Required work
Using the entries below, output each line exactly from the first through the one that contains "Task: Transcribe the".

/---

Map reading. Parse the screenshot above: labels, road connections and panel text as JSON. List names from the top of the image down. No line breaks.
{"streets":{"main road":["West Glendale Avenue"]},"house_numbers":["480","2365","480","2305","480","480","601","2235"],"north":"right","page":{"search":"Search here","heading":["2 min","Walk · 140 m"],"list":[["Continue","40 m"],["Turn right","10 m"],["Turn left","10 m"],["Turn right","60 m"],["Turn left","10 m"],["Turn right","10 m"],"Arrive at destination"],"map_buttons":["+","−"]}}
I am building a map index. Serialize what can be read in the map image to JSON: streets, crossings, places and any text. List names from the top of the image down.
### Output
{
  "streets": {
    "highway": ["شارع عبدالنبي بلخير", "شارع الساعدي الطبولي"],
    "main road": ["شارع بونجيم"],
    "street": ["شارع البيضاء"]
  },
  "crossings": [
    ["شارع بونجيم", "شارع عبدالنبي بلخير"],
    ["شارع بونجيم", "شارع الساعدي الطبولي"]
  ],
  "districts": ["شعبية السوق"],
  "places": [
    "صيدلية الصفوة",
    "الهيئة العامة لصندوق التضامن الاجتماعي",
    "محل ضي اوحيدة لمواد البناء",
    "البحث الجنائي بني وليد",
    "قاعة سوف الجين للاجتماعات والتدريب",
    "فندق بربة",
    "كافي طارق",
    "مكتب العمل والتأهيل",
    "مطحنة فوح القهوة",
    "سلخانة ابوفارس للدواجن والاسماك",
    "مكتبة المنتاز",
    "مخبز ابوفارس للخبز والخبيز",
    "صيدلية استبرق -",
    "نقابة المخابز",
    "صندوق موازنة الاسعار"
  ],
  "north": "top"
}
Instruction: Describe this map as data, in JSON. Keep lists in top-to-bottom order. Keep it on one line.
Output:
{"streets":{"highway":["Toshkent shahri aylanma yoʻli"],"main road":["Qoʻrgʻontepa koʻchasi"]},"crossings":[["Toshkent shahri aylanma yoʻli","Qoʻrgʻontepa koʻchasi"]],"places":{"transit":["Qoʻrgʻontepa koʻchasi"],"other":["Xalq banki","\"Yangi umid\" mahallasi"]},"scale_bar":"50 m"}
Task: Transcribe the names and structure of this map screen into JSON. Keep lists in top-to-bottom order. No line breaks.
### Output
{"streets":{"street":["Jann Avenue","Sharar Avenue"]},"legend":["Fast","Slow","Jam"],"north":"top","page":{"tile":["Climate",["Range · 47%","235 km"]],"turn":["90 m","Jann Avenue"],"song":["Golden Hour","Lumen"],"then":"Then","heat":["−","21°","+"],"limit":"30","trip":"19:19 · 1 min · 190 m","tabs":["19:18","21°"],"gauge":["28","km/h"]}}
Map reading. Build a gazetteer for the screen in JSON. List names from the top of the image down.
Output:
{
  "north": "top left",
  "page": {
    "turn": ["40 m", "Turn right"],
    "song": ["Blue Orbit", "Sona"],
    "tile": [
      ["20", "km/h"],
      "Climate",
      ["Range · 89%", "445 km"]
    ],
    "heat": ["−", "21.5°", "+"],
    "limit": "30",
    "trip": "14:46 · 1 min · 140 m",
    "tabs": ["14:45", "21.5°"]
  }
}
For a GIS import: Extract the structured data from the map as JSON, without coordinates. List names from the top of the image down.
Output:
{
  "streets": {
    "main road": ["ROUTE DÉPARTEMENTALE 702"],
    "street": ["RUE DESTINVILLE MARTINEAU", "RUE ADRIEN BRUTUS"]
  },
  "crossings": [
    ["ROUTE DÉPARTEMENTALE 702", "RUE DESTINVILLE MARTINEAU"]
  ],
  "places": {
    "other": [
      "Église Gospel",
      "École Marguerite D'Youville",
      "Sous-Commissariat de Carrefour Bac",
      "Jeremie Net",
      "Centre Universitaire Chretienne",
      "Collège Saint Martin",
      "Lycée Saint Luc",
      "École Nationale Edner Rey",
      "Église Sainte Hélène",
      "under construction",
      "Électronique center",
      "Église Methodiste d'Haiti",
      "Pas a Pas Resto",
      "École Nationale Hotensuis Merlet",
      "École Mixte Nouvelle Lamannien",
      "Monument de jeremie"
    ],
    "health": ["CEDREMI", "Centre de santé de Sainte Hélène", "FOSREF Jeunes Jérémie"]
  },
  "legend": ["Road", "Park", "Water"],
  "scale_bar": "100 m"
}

\---

Answer below
Map reading. Parse the screenshot above: labels, road connections and panel text as JSON. List names from the top of the image down. No line breaks.
{"streets":{"main road":["West Glendale Avenue"]},"house_numbers":["480","2365","480","2305","480","480","601","2235"],"north":"right","page":{"search":"Search here","heading":["2 min","Walk · 140 m"],"list":[["Continue","40 m"],["Turn right","10 m"],["Turn left","10 m"],["Turn right","60 m"],["Turn left","10 m"],["Turn right","10 m"],"Arrive at destination"],"map_buttons":["+","−"]}}
I am building a map index. Serialize what can be read in the map image to JSON: streets, crossings, places and any text. List names from the top of the image down.
### Output
{
  "streets": {
    "highway": ["شارع عبدالنبي بلخير", "شارع الساعدي الطبولي"],
    "main road": ["شارع بونجيم"],
    "street": ["شارع البيضاء"]
  },
  "crossings": [
    ["شارع بونجيم", "شارع عبدالنبي بلخير"],
    ["شارع بونجيم", "شارع الساعدي الطبولي"]
  ],
  "districts": ["شعبية السوق"],
  "places": [
    "صيدلية الصفوة",
    "الهيئة العامة لصندوق التضامن الاجتماعي",
    "محل ضي اوحيدة لمواد البناء",
    "البحث الجنائي بني وليد",
    "قاعة سوف الجين للاجتماعات والتدريب",
    "فندق بربة",
    "كافي طارق",
    "مكتب العمل والتأهيل",
    "مطحنة فوح القهوة",
    "سلخانة ابوفارس للدواجن والاسماك",
    "مكتبة المنتاز",
    "مخبز ابوفارس للخبز والخبيز",
    "صيدلية استبرق -",
    "نقابة المخابز",
    "صندوق موازنة الاسعار"
  ],
  "north": "top"
}
Instruction: Describe this map as data, in JSON. Keep lists in top-to-bottom order. Keep it on one line.
Output:
{"streets":{"highway":["Toshkent shahri aylanma yoʻli"],"main road":["Qoʻrgʻontepa koʻchasi"]},"crossings":[["Toshkent shahri aylanma yoʻli","Qoʻrgʻontepa koʻchasi"]],"places":{"transit":["Qoʻrgʻontepa koʻchasi"],"other":["Xalq banki","\"Yangi umid\" mahallasi"]},"scale_bar":"50 m"}
Task: Transcribe the names and structure of this map screen into JSON. Keep lists in top-to-bottom order. No line breaks.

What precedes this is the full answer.